■ Information provided ■
= = = = =
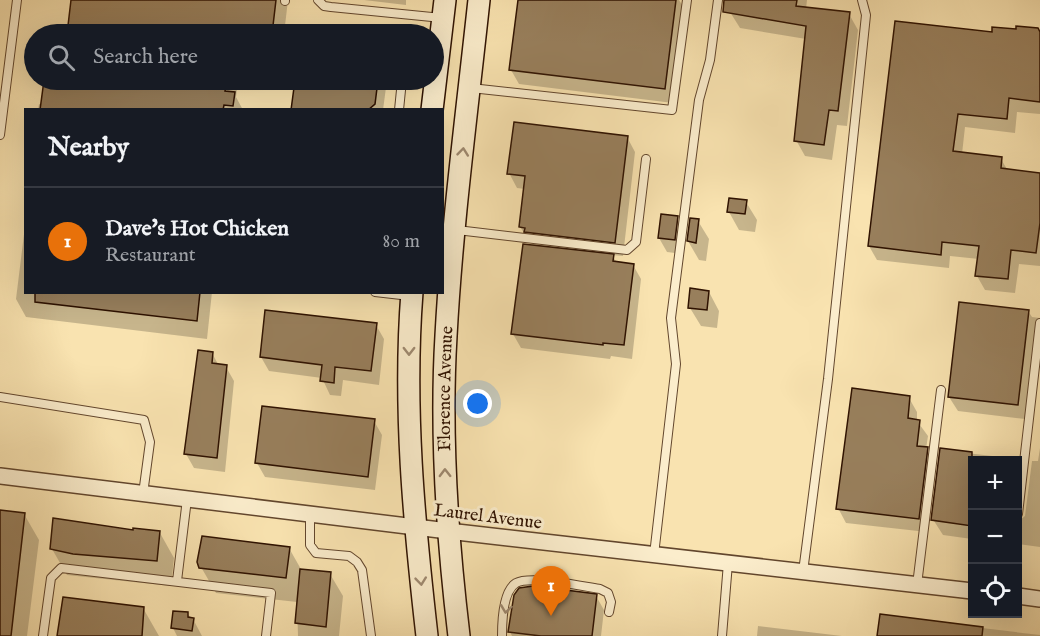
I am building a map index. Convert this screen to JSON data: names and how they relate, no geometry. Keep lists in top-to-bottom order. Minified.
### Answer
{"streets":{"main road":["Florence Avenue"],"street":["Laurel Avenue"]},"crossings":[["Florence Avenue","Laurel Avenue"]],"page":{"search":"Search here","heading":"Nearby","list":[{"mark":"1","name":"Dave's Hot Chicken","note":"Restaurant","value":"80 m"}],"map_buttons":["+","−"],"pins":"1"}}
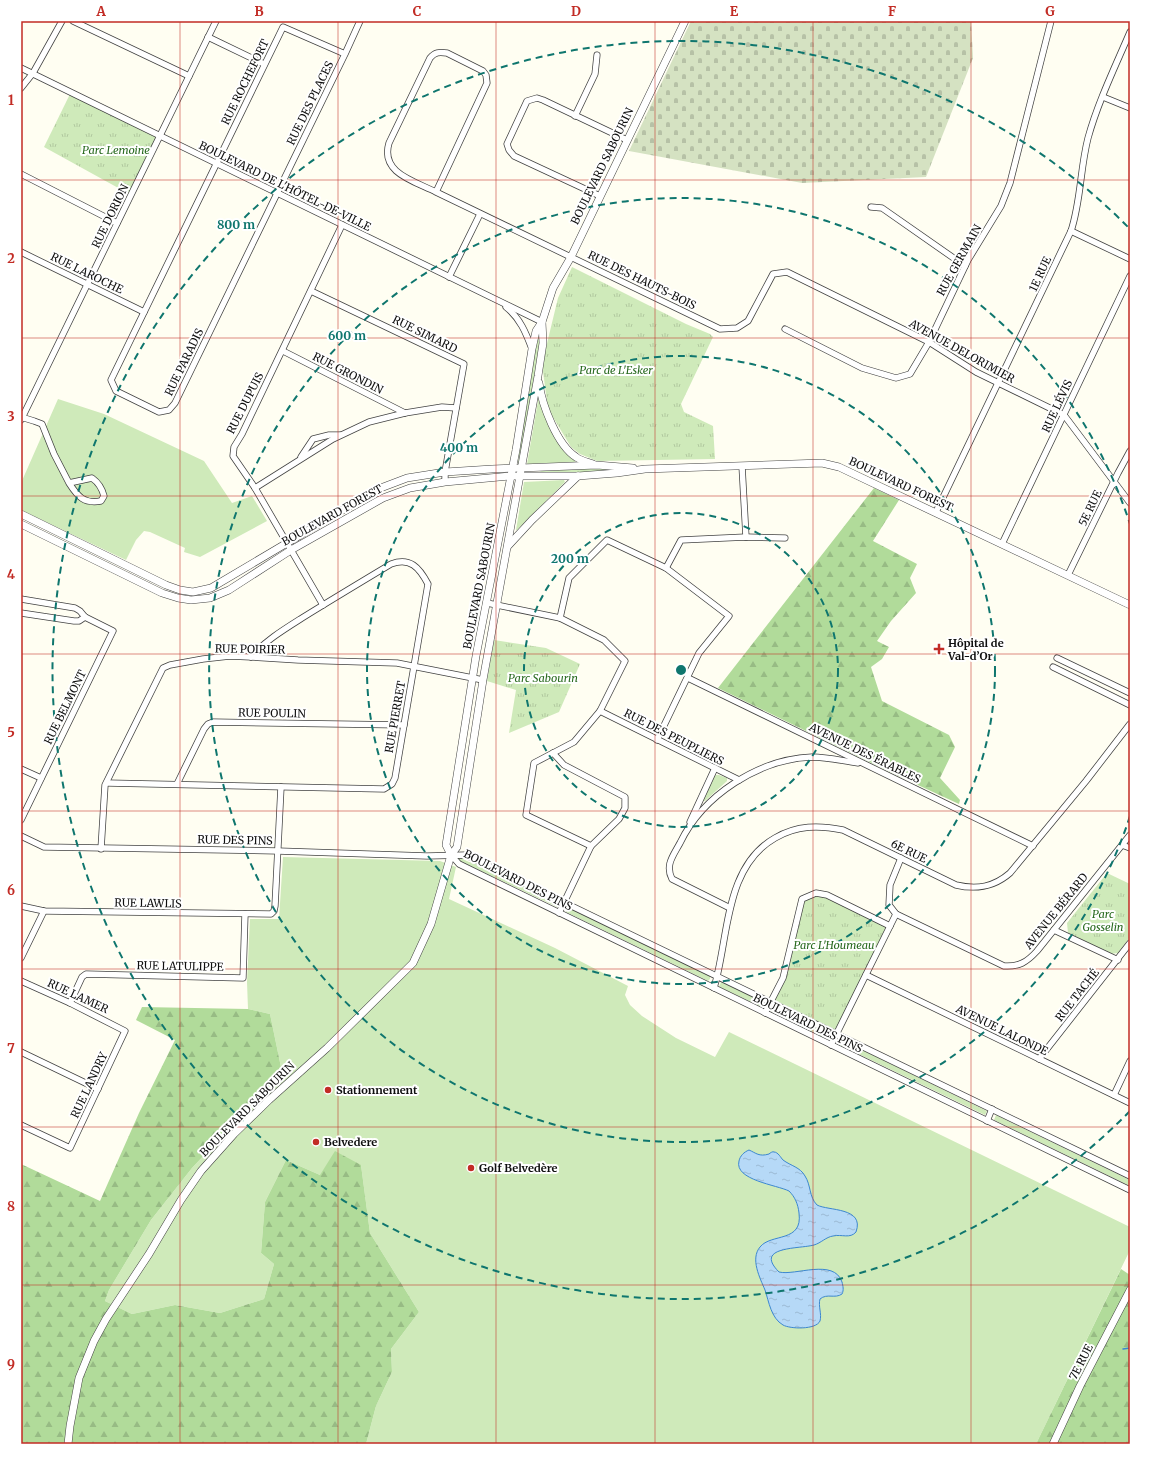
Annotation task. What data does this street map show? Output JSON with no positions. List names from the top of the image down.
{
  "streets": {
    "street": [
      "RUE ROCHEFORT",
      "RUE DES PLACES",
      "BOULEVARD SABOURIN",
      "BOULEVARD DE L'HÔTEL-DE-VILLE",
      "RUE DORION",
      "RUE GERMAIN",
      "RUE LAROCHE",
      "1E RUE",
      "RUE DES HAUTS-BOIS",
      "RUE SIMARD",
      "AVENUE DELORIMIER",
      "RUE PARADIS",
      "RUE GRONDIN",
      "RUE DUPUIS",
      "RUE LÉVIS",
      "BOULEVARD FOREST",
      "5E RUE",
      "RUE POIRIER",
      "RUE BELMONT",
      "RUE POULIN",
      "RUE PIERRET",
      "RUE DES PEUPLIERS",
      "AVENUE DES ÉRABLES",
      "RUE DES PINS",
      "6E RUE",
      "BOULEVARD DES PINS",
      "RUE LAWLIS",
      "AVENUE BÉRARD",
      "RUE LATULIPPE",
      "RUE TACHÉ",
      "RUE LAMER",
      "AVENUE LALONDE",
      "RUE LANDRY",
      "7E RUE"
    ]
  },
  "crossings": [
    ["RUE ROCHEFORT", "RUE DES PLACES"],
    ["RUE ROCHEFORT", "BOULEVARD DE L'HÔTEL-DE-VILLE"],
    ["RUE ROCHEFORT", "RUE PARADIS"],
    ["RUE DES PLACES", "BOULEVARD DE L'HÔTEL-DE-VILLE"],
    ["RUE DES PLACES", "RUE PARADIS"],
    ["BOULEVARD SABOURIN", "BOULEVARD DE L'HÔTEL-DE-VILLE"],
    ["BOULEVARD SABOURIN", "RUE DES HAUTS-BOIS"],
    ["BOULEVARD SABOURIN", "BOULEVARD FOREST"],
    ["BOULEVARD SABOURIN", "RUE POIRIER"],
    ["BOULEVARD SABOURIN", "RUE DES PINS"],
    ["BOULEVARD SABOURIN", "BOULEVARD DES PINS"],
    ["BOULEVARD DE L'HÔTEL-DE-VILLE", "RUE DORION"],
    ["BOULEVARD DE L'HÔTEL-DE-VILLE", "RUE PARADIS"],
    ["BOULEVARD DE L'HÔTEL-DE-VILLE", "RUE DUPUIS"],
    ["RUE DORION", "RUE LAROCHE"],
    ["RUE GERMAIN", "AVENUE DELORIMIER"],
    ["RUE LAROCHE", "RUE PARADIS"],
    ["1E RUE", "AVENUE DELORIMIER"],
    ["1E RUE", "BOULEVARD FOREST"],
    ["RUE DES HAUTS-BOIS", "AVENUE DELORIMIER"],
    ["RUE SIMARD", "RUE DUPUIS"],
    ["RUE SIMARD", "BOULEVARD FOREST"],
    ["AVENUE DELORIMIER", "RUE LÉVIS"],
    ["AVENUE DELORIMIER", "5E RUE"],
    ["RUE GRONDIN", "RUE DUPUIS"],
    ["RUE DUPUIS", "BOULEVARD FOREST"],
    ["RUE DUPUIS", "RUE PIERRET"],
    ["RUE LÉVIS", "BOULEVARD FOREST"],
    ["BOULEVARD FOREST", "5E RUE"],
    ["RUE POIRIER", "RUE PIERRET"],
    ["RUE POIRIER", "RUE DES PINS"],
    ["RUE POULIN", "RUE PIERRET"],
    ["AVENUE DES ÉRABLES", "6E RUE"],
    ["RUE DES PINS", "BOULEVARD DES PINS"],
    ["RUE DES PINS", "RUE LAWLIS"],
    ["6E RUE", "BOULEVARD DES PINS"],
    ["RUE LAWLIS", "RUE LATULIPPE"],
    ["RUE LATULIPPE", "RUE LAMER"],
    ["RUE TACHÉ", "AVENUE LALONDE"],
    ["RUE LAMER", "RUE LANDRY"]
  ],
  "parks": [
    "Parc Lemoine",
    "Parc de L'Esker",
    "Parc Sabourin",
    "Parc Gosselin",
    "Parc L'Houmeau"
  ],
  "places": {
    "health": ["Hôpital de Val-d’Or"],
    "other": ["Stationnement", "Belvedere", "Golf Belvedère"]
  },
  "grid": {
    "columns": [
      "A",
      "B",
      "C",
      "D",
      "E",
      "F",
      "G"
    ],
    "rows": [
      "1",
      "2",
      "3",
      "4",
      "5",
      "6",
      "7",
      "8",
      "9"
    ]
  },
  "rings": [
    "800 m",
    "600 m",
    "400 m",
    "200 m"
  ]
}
= = = = =
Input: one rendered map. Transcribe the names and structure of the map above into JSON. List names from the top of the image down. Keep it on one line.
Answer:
= = = = =
■ Exercise details ■
One number only, please: the count of lines in the material holding the word "Keep".

■ Exercise output ■
2